» What you have to do
Of the entries that follow, how many lines hold the string "tools"? Write the number and nothing more.

» Information

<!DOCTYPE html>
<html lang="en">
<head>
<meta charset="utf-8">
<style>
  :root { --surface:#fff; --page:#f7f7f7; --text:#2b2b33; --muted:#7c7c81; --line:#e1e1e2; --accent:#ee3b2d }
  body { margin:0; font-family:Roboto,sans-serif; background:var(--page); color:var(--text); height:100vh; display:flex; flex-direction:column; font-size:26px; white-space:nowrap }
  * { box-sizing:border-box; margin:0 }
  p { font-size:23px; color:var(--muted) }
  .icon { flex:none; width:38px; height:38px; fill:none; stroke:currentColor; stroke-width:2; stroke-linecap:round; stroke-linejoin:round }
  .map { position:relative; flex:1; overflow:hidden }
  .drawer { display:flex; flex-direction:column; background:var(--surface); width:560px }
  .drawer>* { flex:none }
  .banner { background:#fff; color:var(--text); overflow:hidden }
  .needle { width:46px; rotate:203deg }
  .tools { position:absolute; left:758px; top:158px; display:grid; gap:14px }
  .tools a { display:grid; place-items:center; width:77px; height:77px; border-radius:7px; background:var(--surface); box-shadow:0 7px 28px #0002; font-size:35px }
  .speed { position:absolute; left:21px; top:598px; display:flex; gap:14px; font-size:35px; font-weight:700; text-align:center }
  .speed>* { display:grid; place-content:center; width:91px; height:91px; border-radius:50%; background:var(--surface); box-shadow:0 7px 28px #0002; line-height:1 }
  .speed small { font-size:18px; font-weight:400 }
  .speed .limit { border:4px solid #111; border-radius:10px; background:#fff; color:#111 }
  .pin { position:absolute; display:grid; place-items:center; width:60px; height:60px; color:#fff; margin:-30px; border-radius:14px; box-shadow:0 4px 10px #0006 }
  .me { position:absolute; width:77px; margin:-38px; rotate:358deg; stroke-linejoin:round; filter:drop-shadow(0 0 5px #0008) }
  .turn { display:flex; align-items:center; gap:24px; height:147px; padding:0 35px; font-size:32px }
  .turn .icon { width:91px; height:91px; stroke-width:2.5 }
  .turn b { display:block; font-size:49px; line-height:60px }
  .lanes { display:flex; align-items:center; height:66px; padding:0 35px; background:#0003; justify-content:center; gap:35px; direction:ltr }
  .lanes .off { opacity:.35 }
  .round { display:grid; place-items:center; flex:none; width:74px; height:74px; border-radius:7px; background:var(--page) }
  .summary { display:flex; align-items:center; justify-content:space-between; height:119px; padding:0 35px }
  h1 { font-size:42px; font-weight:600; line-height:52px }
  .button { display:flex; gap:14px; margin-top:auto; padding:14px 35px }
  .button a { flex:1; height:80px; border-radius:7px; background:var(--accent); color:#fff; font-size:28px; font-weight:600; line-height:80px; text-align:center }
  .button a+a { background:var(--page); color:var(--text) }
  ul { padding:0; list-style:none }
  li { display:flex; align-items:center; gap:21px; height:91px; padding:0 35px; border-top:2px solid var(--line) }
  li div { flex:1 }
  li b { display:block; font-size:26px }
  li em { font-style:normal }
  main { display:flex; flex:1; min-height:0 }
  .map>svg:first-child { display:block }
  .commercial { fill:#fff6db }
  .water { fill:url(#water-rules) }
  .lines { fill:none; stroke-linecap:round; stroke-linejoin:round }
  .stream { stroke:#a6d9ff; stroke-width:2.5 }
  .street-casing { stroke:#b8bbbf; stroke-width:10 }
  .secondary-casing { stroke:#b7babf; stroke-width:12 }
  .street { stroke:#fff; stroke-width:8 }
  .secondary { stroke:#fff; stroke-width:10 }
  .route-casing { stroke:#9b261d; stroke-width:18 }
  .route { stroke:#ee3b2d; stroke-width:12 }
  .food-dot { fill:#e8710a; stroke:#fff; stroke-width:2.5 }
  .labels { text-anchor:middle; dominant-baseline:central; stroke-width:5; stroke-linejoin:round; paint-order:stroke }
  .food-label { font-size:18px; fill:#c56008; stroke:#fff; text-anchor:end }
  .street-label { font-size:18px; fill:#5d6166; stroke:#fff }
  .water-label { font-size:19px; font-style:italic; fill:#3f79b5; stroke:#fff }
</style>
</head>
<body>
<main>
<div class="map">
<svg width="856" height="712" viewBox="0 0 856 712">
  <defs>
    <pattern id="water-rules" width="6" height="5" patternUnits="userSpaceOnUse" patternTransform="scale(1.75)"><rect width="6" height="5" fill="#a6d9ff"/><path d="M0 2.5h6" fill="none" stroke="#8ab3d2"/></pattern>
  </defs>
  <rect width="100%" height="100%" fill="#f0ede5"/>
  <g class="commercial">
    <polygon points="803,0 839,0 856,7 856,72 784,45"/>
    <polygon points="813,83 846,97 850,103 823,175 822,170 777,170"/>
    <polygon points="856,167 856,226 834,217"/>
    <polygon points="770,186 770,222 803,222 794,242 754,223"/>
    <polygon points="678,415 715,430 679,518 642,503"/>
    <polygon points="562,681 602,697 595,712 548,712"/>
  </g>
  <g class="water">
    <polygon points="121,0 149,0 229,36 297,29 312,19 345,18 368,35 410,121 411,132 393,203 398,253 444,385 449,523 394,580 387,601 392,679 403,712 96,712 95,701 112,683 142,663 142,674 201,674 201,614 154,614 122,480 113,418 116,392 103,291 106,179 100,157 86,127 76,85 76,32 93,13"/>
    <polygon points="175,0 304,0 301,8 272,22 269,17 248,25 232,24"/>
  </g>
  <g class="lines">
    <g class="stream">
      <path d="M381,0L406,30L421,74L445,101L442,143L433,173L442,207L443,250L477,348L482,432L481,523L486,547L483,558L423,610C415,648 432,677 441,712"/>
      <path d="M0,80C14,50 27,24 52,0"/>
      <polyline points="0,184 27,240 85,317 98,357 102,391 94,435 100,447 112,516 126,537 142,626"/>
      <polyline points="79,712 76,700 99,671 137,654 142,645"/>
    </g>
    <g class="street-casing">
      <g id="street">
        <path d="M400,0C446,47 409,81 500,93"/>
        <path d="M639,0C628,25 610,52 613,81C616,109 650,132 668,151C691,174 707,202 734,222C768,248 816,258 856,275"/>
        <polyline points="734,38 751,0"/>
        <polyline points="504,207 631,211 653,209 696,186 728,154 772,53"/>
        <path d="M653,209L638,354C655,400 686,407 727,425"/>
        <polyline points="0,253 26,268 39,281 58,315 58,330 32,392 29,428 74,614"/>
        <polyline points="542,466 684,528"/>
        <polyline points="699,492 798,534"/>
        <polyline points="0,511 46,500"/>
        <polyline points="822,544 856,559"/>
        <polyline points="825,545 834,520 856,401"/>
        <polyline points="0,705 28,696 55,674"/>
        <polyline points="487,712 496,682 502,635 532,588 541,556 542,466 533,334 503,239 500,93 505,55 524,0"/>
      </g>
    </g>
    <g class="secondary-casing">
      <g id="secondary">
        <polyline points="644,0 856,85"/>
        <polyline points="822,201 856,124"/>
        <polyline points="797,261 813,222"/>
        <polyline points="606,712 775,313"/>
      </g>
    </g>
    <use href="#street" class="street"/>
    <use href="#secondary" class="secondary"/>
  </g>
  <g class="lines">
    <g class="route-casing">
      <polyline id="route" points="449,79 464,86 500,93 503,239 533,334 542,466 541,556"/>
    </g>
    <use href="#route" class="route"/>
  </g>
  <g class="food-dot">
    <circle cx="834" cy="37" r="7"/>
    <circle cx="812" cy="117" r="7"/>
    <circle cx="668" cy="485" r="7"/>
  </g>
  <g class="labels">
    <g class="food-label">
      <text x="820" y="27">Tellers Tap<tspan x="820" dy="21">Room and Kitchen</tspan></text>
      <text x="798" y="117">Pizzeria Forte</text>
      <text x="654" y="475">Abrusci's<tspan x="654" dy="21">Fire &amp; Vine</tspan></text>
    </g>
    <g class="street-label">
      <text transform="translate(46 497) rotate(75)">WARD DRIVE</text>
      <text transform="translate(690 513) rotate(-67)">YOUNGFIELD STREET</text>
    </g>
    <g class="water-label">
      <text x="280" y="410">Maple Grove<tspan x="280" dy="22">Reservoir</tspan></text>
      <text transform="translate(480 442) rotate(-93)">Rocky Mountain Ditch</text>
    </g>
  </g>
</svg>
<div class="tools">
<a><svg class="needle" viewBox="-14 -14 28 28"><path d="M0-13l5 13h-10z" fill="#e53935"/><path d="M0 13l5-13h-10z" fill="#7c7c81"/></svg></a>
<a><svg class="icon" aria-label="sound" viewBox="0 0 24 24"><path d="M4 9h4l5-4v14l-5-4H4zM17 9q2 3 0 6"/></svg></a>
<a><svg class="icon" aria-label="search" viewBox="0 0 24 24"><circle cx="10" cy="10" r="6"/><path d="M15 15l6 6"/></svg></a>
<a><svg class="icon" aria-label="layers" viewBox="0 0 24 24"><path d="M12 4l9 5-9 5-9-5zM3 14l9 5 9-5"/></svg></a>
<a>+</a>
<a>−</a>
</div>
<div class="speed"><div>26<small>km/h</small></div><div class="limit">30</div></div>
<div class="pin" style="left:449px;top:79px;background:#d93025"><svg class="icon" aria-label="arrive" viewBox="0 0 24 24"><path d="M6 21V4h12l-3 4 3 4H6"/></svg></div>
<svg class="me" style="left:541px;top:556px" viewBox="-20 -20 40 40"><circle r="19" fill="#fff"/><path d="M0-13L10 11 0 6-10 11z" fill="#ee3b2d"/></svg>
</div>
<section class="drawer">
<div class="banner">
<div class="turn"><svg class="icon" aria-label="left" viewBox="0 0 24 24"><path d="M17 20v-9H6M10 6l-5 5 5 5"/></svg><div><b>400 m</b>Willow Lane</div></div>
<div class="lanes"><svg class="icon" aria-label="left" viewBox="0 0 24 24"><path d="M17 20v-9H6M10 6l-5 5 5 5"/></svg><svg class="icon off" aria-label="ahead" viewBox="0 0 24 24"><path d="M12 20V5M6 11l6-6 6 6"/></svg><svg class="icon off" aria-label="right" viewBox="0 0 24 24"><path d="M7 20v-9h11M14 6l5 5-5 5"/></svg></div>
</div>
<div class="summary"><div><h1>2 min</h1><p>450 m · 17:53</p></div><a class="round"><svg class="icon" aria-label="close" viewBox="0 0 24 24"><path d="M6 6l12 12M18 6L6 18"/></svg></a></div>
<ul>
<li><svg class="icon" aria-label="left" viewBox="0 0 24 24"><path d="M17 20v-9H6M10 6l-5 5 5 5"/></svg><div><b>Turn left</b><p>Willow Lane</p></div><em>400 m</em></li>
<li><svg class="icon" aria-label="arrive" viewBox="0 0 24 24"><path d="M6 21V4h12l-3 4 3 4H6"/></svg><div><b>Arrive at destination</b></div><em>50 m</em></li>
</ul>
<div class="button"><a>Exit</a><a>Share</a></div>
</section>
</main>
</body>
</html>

» Response below
3